This is a common saying these days from political commentators on TV or in op-ed pages. The assumption is that there is such a thing as the political center. It is an assumption that needs to be challenged.

We tend to lionize the political center, as if it were the place where sanity is found, battered on left and right by zealots and ideologues. But, in fact, there is no codified political theory that can be tagged with the label. It is, in fact, the bin for dumping the leftovers.

Those who hold genuine political thought fall down the steep slopes of the bell curve on both sides, toward conservatism and reaction on one side, and toward socialism on the other. Marx vs. Ayn Rand. Both sides hold their opinions with passionate intensity. What we call the middle is really just the no-man’s land between them where they battle it out, and with no clear victor, they fall, exhausted, between the two poles, and we have a stalemate. That is what we call the center.

In practice, this has actually worked out quite well for the rest of us, who are not card-carrying members of either side. It is as if two out-of-phase sine waves have cancelled each other out, and we live in relative peace. Politics, when done right, is the clash of interests, where no one interest prevails all the time, and compromises are reached to keep each side, not happy exactly, yet equally miffed, but just under the boiling point.

“The trick from my angle is to make my play strong enough to tie you up, but not make you mad enough to bump me off against your better judgment.”

This, then, is the center, where most of us, unafflicted by theoretical strait-jackets, try to live our lives spending the least possible time on policy and government. Government is something up with which we must put. To paraphrase Willie Loman, “Taxes must be paid.”

This doesn’t mean we don’t recognize the importance of social order, or a ruling forum that functions efficiently and cleanly, but more important than making rules about who gets to use which bathroom, are such things as the welfare of our children, our careers, the availability of food, and whether the Cubbies will ever again win the World Series. That a well-run government is necessary for some of those things is acknowledged, but just how much energy we put into politics is the issue. In ancient Athens, you were judged in part by whether or not you were politically aware and active. But for most of us in middle-class America, being politically active is rather more a badge of how misguided you are, how obsessed, how geeky.
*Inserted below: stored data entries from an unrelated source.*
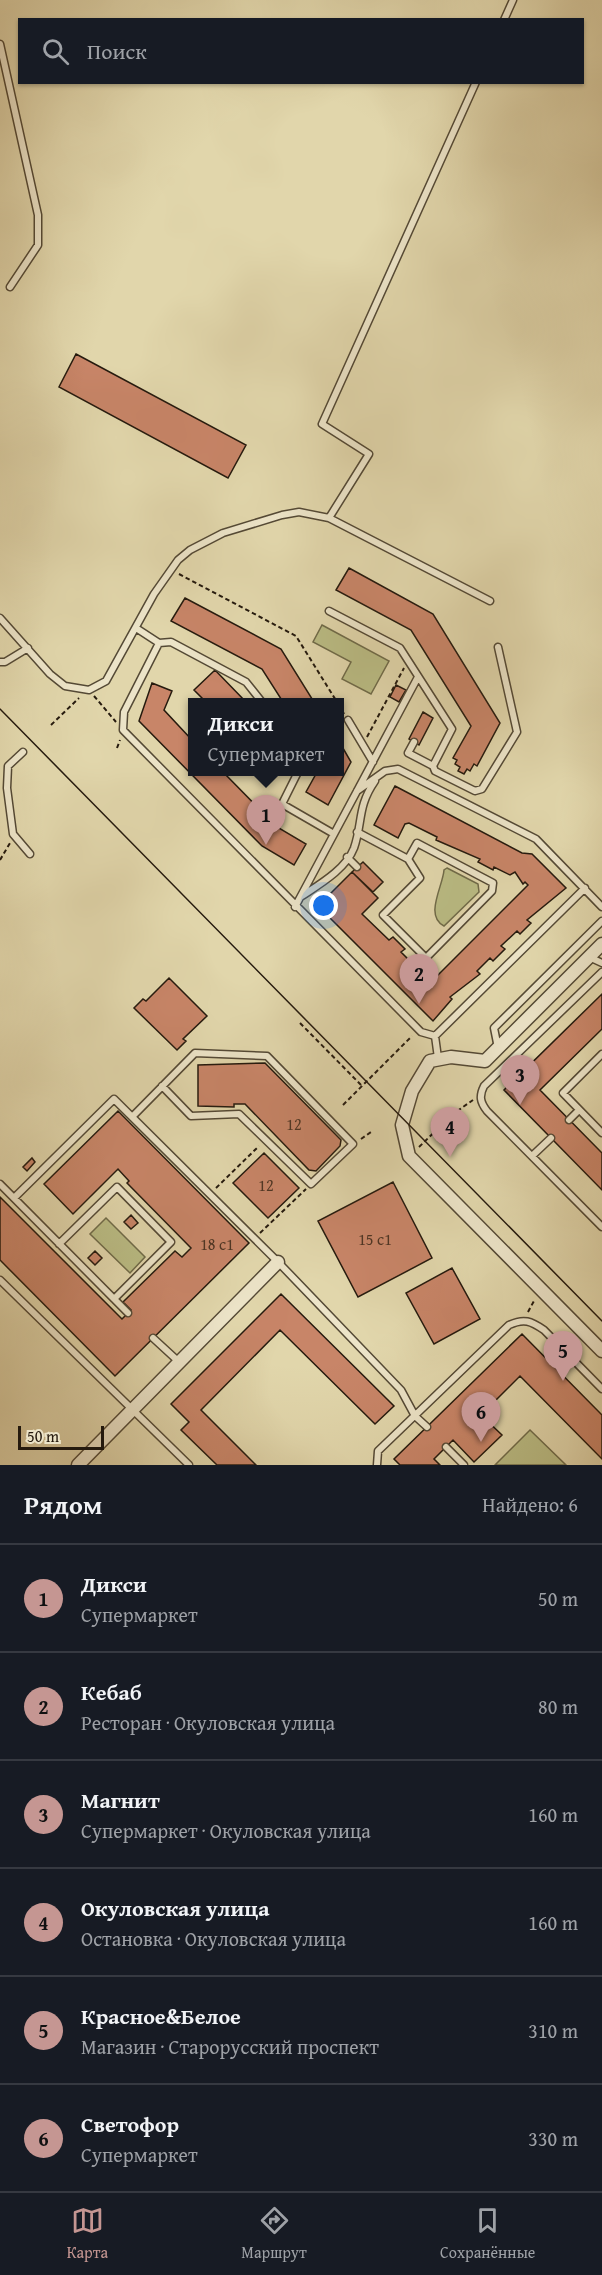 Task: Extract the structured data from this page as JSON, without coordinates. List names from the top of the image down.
{
  "house_numbers": [
    "12",
    "12",
    "15 с1",
    "18 с1"
  ],
  "scale_bar": "50 m",
  "page": {
    "search": "Поиск",
    "popup": ["Дикси", "Супермаркет"],
    "pins": [
      "1",
      "2",
      "3",
      "4",
      "5",
      "6"
    ],
    "scale": "50 m",
    "heading": ["Рядом", "Найдено: 6"],
    "list": [
      {
        "mark": "1",
        "name": "Дикси",
        "note": "Супермаркет",
        "value": "50 m"
      },
      {
        "mark": "2",
        "name": "Кебаб",
        "note": "Ресторан · Окуловская улица",
        "value": "80 m"
      },
      {
        "mark": "3",
        "name": "Магнит",
        "note": "Супермаркет · Окуловская улица",
        "value": "160 m"
      },
      {
        "mark": "4",
        "name": "Окуловская улица",
        "note": "Остановка · Окуловская улица",
        "value": "160 m"
      },
      {
        "mark": "5",
        "name": "Красное&Белое",
        "note": "Магазин · Старорусский проспект",
        "value": "310 m"
      },
      {
        "mark": "6",
        "name": "Светофор",
        "note": "Супермаркет",
        "value": "330 m"
      }
    ],
    "nav": ["Карта", "Маршрут", "Сохранённые"]
  }
} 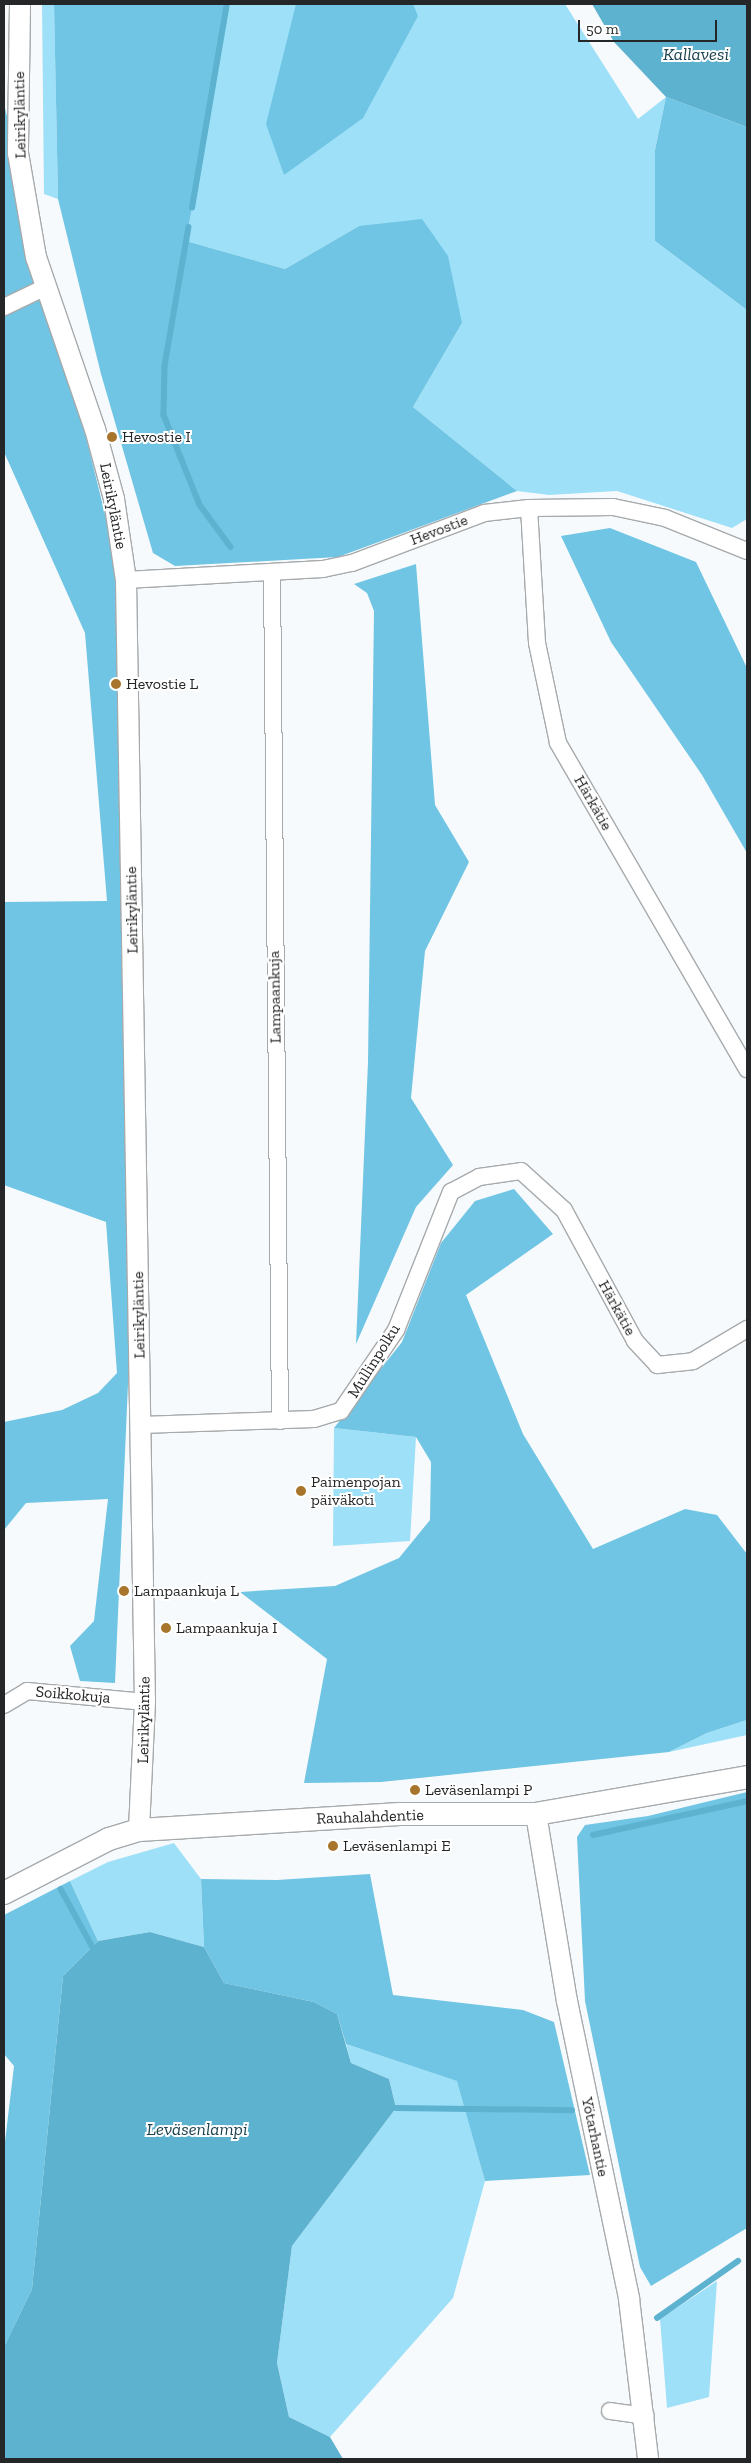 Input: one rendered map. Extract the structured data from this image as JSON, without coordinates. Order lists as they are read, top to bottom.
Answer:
{
  "streets": {
    "main road": ["Rauhalahdentie"],
    "street": [
      "Leirikyläntie",
      "Hevostie",
      "Härkätie",
      "Lampaankuja",
      "Mullinpolku",
      "Soikkokuja",
      "Yötarhantie"
    ]
  },
  "crossings": [
    ["Leirikyläntie", "Hevostie"],
    ["Leirikyläntie", "Mullinpolku"],
    ["Leirikyläntie", "Soikkokuja"],
    ["Leirikyläntie", "Rauhalahdentie"],
    ["Hevostie", "Härkätie"],
    ["Hevostie", "Lampaankuja"],
    ["Härkätie", "Mullinpolku"],
    ["Lampaankuja", "Mullinpolku"],
    ["Rauhalahdentie", "Yötarhantie"]
  ],
  "water": ["Kallavesi", "Leväsenlampi"],
  "places": [
    "Hevostie I",
    "Hevostie L",
    "Paimenpojan päiväkoti",
    "Lampaankuja L",
    "Lampaankuja I",
    "Leväsenlampi P",
    "Leväsenlampi E"
  ],
  "scale_bar": "50 m"
} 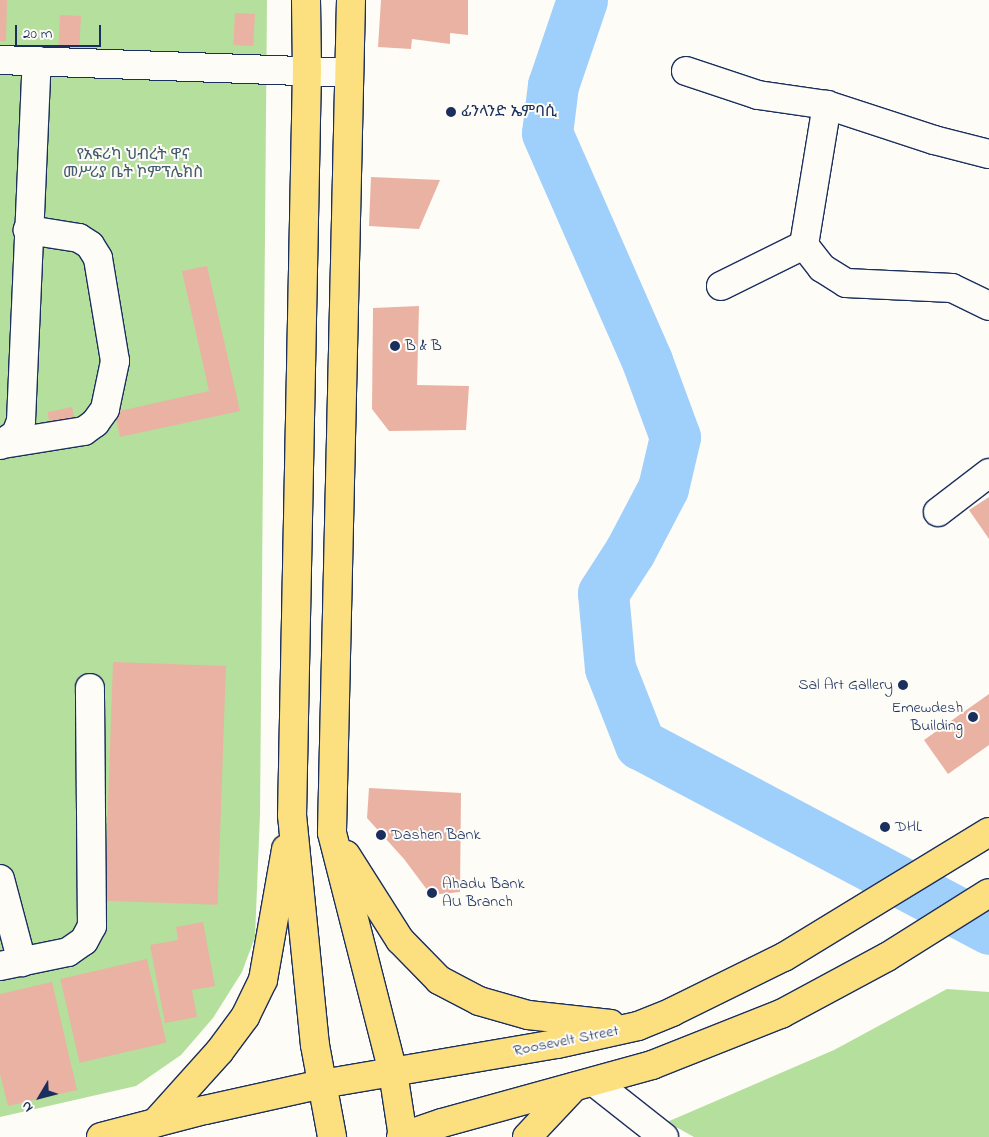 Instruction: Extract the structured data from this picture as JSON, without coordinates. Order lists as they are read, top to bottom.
{
  "streets": {
    "main road": ["Roosevelt Street"]
  },
  "parks": ["የአፍሪካ ህብረት ዋና መሥሪያ ቤት ኮምፕሌክስ"],
  "places": [
    "ፊንላንድ ኤምባሲ",
    "B & B",
    "Sal Art Gallery",
    "Emewdesh Building",
    "DHL",
    "Dashen Bank",
    "Ahadu Bank AU Branch"
  ],
  "scale_bar": "20 m",
  "north": "bottom left"
}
We have, since 1789, run on the well-oiled principle that if we let the two sides fight it out, we can comfortably nestle in the hammock left in between them. There have been a few times, like the years from 1861 to 1865, when the center did not hold and the country erupted. We came close again in 1968, as those of us who lived through it remember. The pressure has been building up again. Both political parties found their basic premises threatened this election cycle. Republicans have discovered that the dissension, obstructionism and bigotry they have sowed for the purpose of maintaining power in Congress has come back to bite them. What they hold as true conservative values are shredded by the buzz words and palaver of Donald Trump, who seemingly holds no values whatsoever, outside of Donald Trump. Democrats found that a socialist roused a significant sector of their membership, driving their conventional candidate further to the left and away from the coveted “middle.”

That middle has become a vacuum as the polar sides pull apart and we suffer the pain.

The central problem is that, because the middle is not a platform, not a policy, not an ideology, it cannot clearly enunciate its principles, outside of a basic, “Don’t go nuts.” The Right and Left have manifestoes and position papers, arguing with faultless logic the rightness of their causes — albeit within the confines of the definitions they use and the axioms they leave unexamined. We in the middle have only a defensive “please go away” and “leave us in peace.”

Once in a while, however, we are called upon to slough off our natural passivity and take a stand. In the 1960s, we had to decide whether segregation was morally defensible, as a hundred years before, we had to pick a side on slavery. When we didn’t step in, as with the Know-Nothings of the 1840s, or the McCarthy era in the 1950s, the country went off the rails and the looneys took over. We face something of the same now, with Donald Trump, whose unfinished sentences pile cliche on cliche, Ossa on Pelion, and we are buried under a mountain of verbal garbage, un-thought-through, indefensible, and outright dangerous.

My great friend, the late Dimitri Drobatschewsky, grew up in pre-war Berlin. His family was forced to flee the Nazis, and his father eventually died at Auschwitz. He remembers as an adolescent hearing Adolf Hitler speaking live. “Everything he said was a banal platitude,” Dimitri recalled. “It was meaningless cliche piled on meaningless cliche. But he was such a persuasive and hypnotic speaker that I found myself, a Jew in Germany, that it was all I could do to keep my arm from raising in the Nazi salute.” Dimitri eventually left Germany for France, and after the fall of that country, joined the Free French forces under De Gaulle.

But Dimitri reminded me that Hitler didn’t usually come right out and say specific things. He let his minions do that. Hitler spoke of vague ideas, such as “Germany for the Germans,” and “Make Germany great again,” which are hardly controversial on the surface, but underneath was an unspoken agenda, heard by his followers as clear as a gong. One after another the meaningless platitudes piled up until an entire nation found themselves committing atrocities their grandchildren are still ashamed of.

One doesn’t want to pull out the Nazi trump card too easily. One gets tired of calling any opponent a “Hitler.” It too often trivializes the insult. But there is the parallel, too easily overlooked, especially by his followers. If we don’t want to discover in four or five years that we were “good Germans,” we had better decide now that even if we are not enthusiastic about the choice we have to make in November, we had better not give in to apathy, we had better make the effort to go to the polls, else we could wind up somewhere very dark, very violent, very shameful.